Nanny Grant had left only a short time before. She had gone to live with a cousin in the country. Her departure had saddened me deeply. She had been my mother’s nurse and had stayed with her until her marriage and then she had come to this house and eventually nannied me. We had been very close in those early days. She was the one who had comforted me when I had my nightmares and fell and hurt myself. There would always be memories of those days. When the snow came she would take me out into the garden at the back between the mews and the house, patiently sitting on a seat while I made a snowman. I remembered her suddenly picking me up and crying: “That’ll do. Do you want to turn your old nanny into a snowman? Look at you now. Your eyes are dancing at the thought. Ye’re a wee villain, that’s what ye are.”

I remember those rainy days when we sat at the window waiting for it to clear up so that we could go out. We would sing together:

Rainy rainy rattle stanes

Dinna rain on me

Rain on John oGroaties’ hoose

Far across the sea.

And now Nanny Grant had gone, leaving those wonderful memories—all part of a life over which a shutter was drawn on that tragic day I had gone into my mother’s room and found her dead.

”MOURNING FOR A DAUGHTER is a year,” announced Mrs.
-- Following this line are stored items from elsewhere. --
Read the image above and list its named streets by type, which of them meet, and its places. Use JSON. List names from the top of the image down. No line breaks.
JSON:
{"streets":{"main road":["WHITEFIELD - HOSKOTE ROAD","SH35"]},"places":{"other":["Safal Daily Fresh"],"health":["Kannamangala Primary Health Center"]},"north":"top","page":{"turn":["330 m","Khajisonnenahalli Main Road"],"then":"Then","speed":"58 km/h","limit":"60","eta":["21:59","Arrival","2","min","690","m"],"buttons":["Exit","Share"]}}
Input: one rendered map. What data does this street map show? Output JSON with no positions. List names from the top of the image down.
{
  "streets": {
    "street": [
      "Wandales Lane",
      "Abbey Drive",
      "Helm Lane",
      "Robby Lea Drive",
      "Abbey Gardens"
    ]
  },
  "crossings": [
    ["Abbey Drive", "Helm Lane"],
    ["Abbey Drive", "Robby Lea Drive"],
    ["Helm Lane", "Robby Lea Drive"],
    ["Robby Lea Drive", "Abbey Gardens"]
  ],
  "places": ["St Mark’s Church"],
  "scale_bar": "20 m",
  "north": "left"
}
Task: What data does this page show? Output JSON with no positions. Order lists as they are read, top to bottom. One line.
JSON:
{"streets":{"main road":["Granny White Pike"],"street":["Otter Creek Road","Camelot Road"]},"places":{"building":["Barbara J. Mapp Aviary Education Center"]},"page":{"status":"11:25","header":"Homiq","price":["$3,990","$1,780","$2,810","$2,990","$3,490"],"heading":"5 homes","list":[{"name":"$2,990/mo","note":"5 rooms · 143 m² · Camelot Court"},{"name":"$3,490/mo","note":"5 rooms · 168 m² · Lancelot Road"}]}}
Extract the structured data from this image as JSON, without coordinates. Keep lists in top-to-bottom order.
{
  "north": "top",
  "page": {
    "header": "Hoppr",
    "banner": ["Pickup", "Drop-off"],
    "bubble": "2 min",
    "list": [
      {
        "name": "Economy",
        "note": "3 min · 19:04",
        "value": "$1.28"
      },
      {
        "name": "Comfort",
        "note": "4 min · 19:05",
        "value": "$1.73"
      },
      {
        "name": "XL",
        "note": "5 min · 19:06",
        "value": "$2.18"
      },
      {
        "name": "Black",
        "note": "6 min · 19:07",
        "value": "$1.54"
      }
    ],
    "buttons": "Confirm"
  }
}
Kirkwell. “For us I reckon it should be from three to six months. Six for Mr. Kirkwell and me. Three months will be enough for the maids.”

How I hated my black clothes. Every time I put them on I was reminded of my mother lying dead in her bed.

Nothing was the same. Sometimes I had a feeling that we were waiting for something to happen, waiting to emerge from our mourning. Lilias, I knew, was waiting for the summons to my father’s presence to be told that as I was growing up her services would no longer be needed.